Lieber Rémy Dessarts,
ich habe erfahren, dass Sie aus der französischen Tageszeitung France Soir, deren Redaktion Sie seit Ende August 2010 leiten, eine “Trash”-Zeitung machen wollen. Der 25-jährige russische Eigentümer Alexander Pugatschow hat gegenüber Journalisten zwar das Gegenteil behauptet, aber wir beide wissen ja, dass das nichts zu bedeuten hat. Schließlich hat sich an Ihren Ambitionen nichts geändert, seitdem Sie 2007 mit ihrem Projekt, im Auftrag der Springer-Gruppe eine „französische Bild-Zeitung“ zu schaffen, gescheitert sind. Natürlich ist es einfach zu behaupten, dass man für eine populäre Tageszeitung in Frankreich nur einen niedrigen Preis, ausreichend Verkaufsstellen und einen attraktiven Inhalt braucht, aber dass sich diese drei Bedingungen niemals erfüllen lassen. Sie haben jedoch die Zähne zusammengebissen. Sie haben geduldig auf ihre Stunde gewartet. Und bei all diesem Selbstvertrauen scheint Ihre Stunde nun auch gekommen zu sein. Sie haben es ja gegenüber dem ehemaligen Berater der Redaktion von France SoirGilles de Prevaux zugegeben, bevor jener das Handtuch warf: „Du weißt doch, Gilles, auch unter dem Goldmäntelchen lässt sich Trash machen...“ Bingo!
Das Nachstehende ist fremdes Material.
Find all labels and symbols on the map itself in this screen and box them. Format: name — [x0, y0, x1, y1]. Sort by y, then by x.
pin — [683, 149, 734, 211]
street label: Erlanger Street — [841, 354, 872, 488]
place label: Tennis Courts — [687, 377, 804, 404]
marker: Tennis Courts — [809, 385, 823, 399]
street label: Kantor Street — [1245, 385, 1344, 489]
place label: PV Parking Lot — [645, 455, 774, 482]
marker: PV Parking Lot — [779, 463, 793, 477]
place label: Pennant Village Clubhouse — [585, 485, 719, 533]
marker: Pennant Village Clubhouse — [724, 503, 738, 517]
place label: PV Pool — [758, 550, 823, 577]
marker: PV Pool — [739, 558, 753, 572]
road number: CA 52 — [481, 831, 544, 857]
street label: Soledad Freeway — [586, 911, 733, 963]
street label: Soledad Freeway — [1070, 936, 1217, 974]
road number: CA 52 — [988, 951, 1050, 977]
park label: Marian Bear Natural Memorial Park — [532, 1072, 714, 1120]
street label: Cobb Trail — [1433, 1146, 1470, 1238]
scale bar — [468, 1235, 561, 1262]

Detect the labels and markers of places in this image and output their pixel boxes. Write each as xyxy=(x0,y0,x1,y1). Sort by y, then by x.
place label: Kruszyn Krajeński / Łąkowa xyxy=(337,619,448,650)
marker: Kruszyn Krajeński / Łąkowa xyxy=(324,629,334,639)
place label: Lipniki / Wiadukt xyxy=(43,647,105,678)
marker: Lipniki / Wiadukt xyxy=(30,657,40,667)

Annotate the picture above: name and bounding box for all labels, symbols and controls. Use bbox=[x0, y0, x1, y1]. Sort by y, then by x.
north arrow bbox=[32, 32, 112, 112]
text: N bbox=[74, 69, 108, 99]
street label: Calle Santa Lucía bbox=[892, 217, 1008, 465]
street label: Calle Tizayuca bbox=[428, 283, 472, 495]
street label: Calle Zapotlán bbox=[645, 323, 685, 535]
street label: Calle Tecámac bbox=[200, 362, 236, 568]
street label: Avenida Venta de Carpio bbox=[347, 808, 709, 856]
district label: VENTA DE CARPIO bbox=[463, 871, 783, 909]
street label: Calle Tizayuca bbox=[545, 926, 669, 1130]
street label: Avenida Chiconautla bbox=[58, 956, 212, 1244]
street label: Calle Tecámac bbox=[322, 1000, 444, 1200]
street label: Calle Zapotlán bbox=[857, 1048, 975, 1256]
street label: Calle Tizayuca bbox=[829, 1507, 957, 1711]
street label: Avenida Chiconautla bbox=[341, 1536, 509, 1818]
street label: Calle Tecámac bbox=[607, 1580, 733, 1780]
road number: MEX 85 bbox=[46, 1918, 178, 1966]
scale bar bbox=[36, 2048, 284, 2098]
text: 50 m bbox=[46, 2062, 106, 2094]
Viele sind bei diesem Gedanken vor Schreck schon ganz blass geworden. Ein Boulevardblatt in Frankreich - niemals! Hört hört. Aber Sie wissen es ja nur allzu gut, dass die Bild-Zeitung in Deutschland mehr als 3 Millionen Exemplare am Tag verkauft und dass die Skandalzeitung The Sun, die vom brillanten Medienmagnaten Rupert Murdoch herausgegeben wird, in Großbritannien 3 Millionen Stammleser hat. Cafebabel.com versteht ihre Absicht voll und ganz, den Misserfolg von 2007 wettmachen zu wollen. Daher haben wir uns gedacht, dass Ihnen eine kleine Hilfestellung nicht schaden würde. Im Folgenden nennen wir Ihnen ein paar Tipps aus der Trickkiste der Bild und der Sun...
1) Blut und Tränen
Mit etwas Glück schaffen es die jungen Franzosen, eine ähnliche „Leistung“ wie ihre deutschen Altersgenossen in Duisburg hinzubekommen. Die Tragödie bei der Love Parade wurde von der Bild-Zeitung geschickt in Szene gesetzt. So veröffentlichte das Blatt Fotos von Toten und Verletzten: Wenn das nicht die Verkaufszahlen steigert! Vergessen Sie nicht, im Falle des Falles das Ganze sprachlich in Trash-Legenden zu verpacken: „Die Hand im Tode verkrampft. Auch dieser Mann wurde bei der Panik vermutlich zerquetscht“, „die Leiche eines jungen Ravers liegt abgedeckt im Müll“, etc.
2) Ein Netz aus Lügen
Aber ich will nicht abschweifen. Vielleicht sollten wir mit den Grundregeln anfangen. Sie sollten in France Soir täglich schlecht-recherchierte Informationen, zurecht gebogene Zitate und manipulierte Zahlen veröffentlichen. Die Bild-Zeitung hat für alle Notfälle ein universelles Mittel in der Hinterhand: die Korrekturspalte auf Seite 2. Ideal, um sich bis zum Erscheinen der nächsten Ausgabe am Folgetag unbestraft zu irren. Ideal ebenfalls, um zu vermeiden, dass sich andere Redaktionen anmaßen, Ihre Fehler zu korrigieren. Wie bei Ihrem Interview mit der französischen TV-Moderatorin Flavie Flament: „Ich möchte hier keinen großen Appell an France Soir richten, weil mir bewusst ist, dass dort die Fakten gelegentlich verdreht werden. Also möchte ich mich mit einer kleinen, deutlichen Nachricht an die Frau wenden, mit der ich gestern am Telefon gesprochen habe und die mir eigentlich recht sympathisch vorkam.“ Dies erzählte sie kürzlich dem Journal du Dimanche. Nicht sehr professionell.
3) « Tits-and-bum »
Alles bis jetzt recht einfach, oder? Also fahren wir fort. Auf Seite 3, gegenüber den Korrekturen vom Vortag, brauchen Sie ein paar (hübsche) Mädels im Eva-Kostüm. Der ehemalige Chef des Politik-Ressorts der SunTrevor Kavanagh spricht vom „Tits-and-bum“-Artikel (dem „Titten-und-Arsch“-Artikel). Mit zwei überzeugenden Argumenten... Bald wird man Ihre Kunstfertigkeit auf einer Stufe mit der Sun nennen, die laut The Guardian die Vorreiterin des „bum-and-tit tabloidism“ („Arsch-und-Titten-Boulevardjournalismus“) ist. Die Königsklasse.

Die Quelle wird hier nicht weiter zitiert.